▶ [RECORDS TO PROCESS]

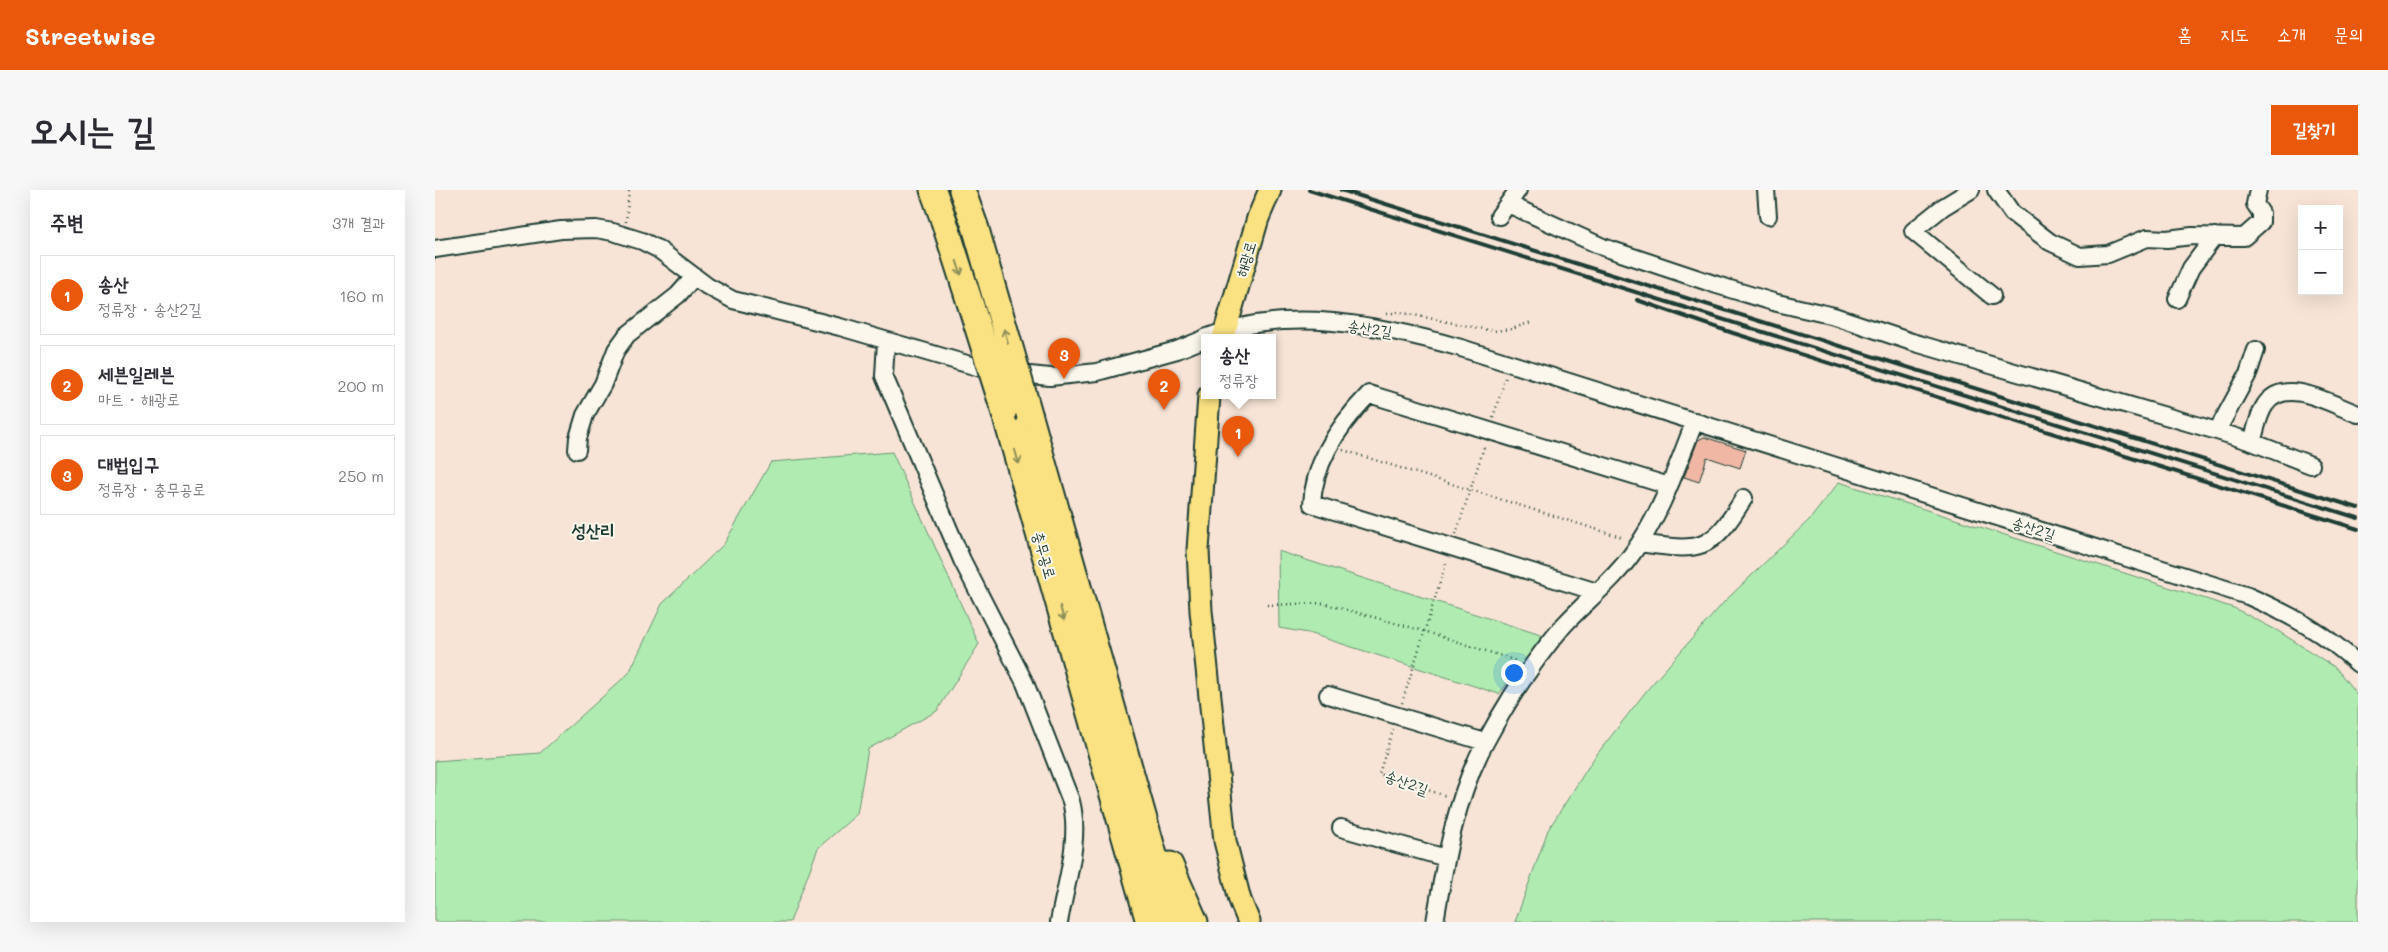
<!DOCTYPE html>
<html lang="ko">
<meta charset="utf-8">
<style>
:root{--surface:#fff;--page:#f7f7f7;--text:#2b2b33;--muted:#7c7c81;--line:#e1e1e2;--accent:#ea580c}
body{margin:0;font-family:Mali,"Poor Story",sans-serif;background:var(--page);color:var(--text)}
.controls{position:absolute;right:15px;top:15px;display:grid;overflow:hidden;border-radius:0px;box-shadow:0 5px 20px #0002}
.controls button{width:45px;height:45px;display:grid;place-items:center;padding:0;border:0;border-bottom:1px solid var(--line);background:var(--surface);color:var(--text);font:25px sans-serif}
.you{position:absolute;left:1078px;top:482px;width:18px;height:18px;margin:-12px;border:4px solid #fff;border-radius:50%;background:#1a73e8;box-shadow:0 0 0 8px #1a73e833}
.badge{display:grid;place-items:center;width:32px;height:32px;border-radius:50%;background:var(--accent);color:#fff;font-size:16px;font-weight:700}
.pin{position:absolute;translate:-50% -41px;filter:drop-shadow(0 1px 2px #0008)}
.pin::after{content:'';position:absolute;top:26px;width:18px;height:15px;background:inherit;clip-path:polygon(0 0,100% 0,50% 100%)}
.popup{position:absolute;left:766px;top:144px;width:75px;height:65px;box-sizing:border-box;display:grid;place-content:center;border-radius:0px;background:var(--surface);filter:drop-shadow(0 1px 4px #0005);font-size:16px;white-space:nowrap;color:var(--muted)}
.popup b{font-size:19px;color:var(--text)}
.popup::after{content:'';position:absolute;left:50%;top:100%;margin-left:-10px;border:10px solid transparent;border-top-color:var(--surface)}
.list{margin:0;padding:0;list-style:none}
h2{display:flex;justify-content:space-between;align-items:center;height:65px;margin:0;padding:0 20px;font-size:21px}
h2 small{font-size:16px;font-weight:400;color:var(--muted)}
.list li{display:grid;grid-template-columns:32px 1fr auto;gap:15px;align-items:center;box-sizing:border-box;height:80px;margin:0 10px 10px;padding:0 10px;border:1px solid var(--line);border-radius:0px}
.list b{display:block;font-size:19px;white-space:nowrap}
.list p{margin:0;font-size:16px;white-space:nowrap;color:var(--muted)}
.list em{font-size:16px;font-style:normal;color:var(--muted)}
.map{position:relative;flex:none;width:1923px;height:732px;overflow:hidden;border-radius:0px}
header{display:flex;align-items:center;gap:30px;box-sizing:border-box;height:70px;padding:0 25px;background:var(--accent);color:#fff}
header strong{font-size:24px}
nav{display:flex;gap:28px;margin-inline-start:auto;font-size:18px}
.intro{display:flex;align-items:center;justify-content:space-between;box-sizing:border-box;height:120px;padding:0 30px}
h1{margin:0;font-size:35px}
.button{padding:12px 22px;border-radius:0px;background:var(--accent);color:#fff;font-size:18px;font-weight:700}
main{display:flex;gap:30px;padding:0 30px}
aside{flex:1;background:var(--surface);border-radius:0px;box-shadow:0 5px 20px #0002}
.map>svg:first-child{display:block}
.green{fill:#b0ebb1;stroke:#689472}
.building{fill:#efb7a4;stroke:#1f3d34}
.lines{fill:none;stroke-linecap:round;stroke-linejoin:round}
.minor-casing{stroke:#1f3d34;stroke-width:20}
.major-casing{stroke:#1f3d34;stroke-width:25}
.highway-casing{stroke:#1f3d34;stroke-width:29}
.path{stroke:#1f3d34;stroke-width:2.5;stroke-dasharray:1 4;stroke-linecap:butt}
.minor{stroke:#fbf7ec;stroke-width:16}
.major{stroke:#fae181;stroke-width:21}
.highway{stroke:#fae181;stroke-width:25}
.rail{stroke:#1f3d34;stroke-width:4}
.highway-bridge-casing{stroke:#1f3d34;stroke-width:29;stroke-linecap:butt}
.highway-bridge{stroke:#fae181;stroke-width:25}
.oneway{stroke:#8c8f5a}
.labels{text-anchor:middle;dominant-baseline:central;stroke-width:4;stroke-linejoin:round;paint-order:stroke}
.street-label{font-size:15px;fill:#1f3d34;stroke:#fbf7ec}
.quarter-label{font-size:18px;font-weight:bold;fill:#1f3d34;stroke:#fbf7ec}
</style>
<header>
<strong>Streetwise</strong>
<nav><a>홈</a><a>지도</a><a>소개</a><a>문의</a></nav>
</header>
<div class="intro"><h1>오시는 길</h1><a class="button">길찾기</a></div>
<main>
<aside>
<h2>주변<small>3개 결과</small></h2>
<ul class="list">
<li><span class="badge">1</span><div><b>송산</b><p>정류장 · 송산2길</p></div><em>160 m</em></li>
<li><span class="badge">2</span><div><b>세븐일레븐</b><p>마트 · 해광로</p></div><em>200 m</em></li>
<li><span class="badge">3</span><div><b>대법입구</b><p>정류장 · 충무공로</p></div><em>250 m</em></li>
</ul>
</aside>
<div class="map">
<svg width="1923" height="732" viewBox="0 0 1923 732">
<rect width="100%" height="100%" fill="#f7e4d6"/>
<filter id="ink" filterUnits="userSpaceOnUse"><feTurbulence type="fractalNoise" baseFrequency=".02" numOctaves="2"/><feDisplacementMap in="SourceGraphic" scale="10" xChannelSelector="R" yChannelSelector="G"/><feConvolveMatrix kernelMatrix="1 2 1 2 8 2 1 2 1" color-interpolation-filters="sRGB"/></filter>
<g filter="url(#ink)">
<path class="green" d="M 457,262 L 544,454 L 502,521 L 433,559 L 422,624 L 383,658 L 355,732 L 0,732 L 0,571 L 105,563 L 194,483 L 227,414 L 289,354 L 336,272 Z
M 1404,292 L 1799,418 L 1843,441 L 1901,478 L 1923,506 L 1923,732 L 1080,732 L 1113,640 L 1159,568 L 1212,500 L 1289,412 L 1375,329 Z
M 843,361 L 1109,446 L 1064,504 L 873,443 L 844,438 Z"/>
<path class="building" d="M 1269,247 L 1311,260 L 1305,278 L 1272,267 L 1264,292 L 1249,287 L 1263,250 Z"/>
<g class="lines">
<g class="minor-casing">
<path id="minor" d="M 1331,0 L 1333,26
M 1536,0 L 1508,17 L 1478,41 L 1557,106
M 1561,0 L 1577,23 L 1615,52 L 1645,66 L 1673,64 L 1712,48 L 1732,49 L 1757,46 L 1809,47 L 1826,32 L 1826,23 L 1820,14 L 1823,0
M 1073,14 L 1168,57 L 1282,95 L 1338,112 L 1399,126 L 1477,152 L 1782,241 L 1817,252 L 1876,275
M 1064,26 L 1083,0
M 0,59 L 126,40 L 161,39 L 178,42 L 207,51 L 223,59 L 272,96 L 298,110 L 405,137 L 556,181 L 615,187 L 662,182 L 742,160 L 769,149
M 1742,109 L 1756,78 L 1780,46
M 770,148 C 850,115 946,135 1026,158 L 1813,406 C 1854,424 1890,443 1923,474
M 451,151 L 449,186 L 527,370 L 590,493 L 636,611 C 646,649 631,693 624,732
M 1782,241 L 1813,184 L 1821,160
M 1817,252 C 1821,240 1823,225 1830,215 C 1850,185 1897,215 1923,224
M 142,260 L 143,248 L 150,225 L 168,194 L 181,160 L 192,145 L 243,105 L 259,87
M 1205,353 C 1266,362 1276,362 1309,308
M 1162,402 L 877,314 C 879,271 905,234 934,204 L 1234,296
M 893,505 L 1050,552
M 906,638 L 1011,668
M 1000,732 C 1010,671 1021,605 1051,551 C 1073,510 1099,470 1129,435 C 1151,411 1178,391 1197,364 C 1226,325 1242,276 1260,231"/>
</g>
<g class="major-casing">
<path id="major" d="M 788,148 L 823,28 L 835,0
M 774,206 L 763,360 L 766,421 L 790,651 L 805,710 L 814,732"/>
</g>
<g class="highway-casing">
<path id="highway" d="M 498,0 L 509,31
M 527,0 L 540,36
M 569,220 L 714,732
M 595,227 L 738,732
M 735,675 L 760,732"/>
</g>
<path class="path" d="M 191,32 L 194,0
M 952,124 L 964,122 L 1058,141 L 1077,139 L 1096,132
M 1058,227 L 1071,187
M 908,260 L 1189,348
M 1021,344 L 1050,254
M 832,415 L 887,413 L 989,441 L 1082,471
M 967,513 L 1012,370
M 958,539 L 944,584 L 1011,606"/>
<use href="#minor" class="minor"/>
<use href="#major" class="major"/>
<use href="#highway" class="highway"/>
<path class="rail" d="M 874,0 L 1923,328
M 906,0 L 1923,318
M 1202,110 L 1298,143 L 1923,339"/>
<g class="highway-bridge-casing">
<path id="highway-bridge" d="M 509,31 L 569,220
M 540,36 L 595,227"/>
</g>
<use href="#highway-bridge" class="highway-bridge"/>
</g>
<defs><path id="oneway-shaft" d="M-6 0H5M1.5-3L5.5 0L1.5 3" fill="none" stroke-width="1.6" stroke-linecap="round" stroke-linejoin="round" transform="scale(1.25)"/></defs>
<g class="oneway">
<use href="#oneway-shaft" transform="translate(524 78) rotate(72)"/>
<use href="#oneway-shaft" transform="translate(571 146) rotate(-106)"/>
<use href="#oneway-shaft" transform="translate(582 267) rotate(74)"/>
<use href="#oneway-shaft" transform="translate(627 423) rotate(74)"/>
</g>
</g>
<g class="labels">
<g class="street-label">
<text transform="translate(810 69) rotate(-73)">해광로</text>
<text transform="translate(935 138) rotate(9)">송산2길</text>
<text transform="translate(1599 338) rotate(18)">송산2길</text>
<text transform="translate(610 365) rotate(74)">충무공로</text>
<text transform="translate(972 592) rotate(20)">송산2길</text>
</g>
<g class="quarter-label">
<text x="158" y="340">성산리</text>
</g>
</g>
</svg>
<div class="controls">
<button>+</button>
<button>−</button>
</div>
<div class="you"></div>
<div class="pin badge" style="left:803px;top:267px">1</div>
<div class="popup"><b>송산</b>정류장</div>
<div class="pin badge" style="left:729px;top:220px">2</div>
<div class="pin badge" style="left:629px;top:189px">3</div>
</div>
</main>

▶ [DIRECTIONS FOR THIS TASK] Pull every line with the word "grid" from the data.

▶ [TASK RESULT]
.controls{position:absolute;right:15px;top:15px;display:grid;overflow:hidden;border-radius:0px;box-shadow:0 5px 20px #0002}
.controls button{width:45px;height:45px;display:grid;place-items:center;padding:0;border:0;border-bottom:1px solid var(--line);background:var(--surface);color:var(--text);font:25px sans-serif}
.badge{display:grid;place-items:center;width:32px;height:32px;border-radius:50%;background:var(--accent);color:#fff;font-size:16px;font-weight:700}
.popup{position:absolute;left:766px;top:144px;width:75px;height:65px;box-sizing:border-box;display:grid;place-content:center;border-radius:0px;background:var(--surface);filter:drop-shadow(0 1px 4px #0005);font-size:16px;white-space:nowrap;color:var(--muted)}
.list li{display:grid;grid-template-columns:32px 1fr auto;gap:15px;align-items:center;box-sizing:border-box;height:80px;margin:0 10px 10px;padding:0 10px;border:1px solid var(--line);border-radius:0px}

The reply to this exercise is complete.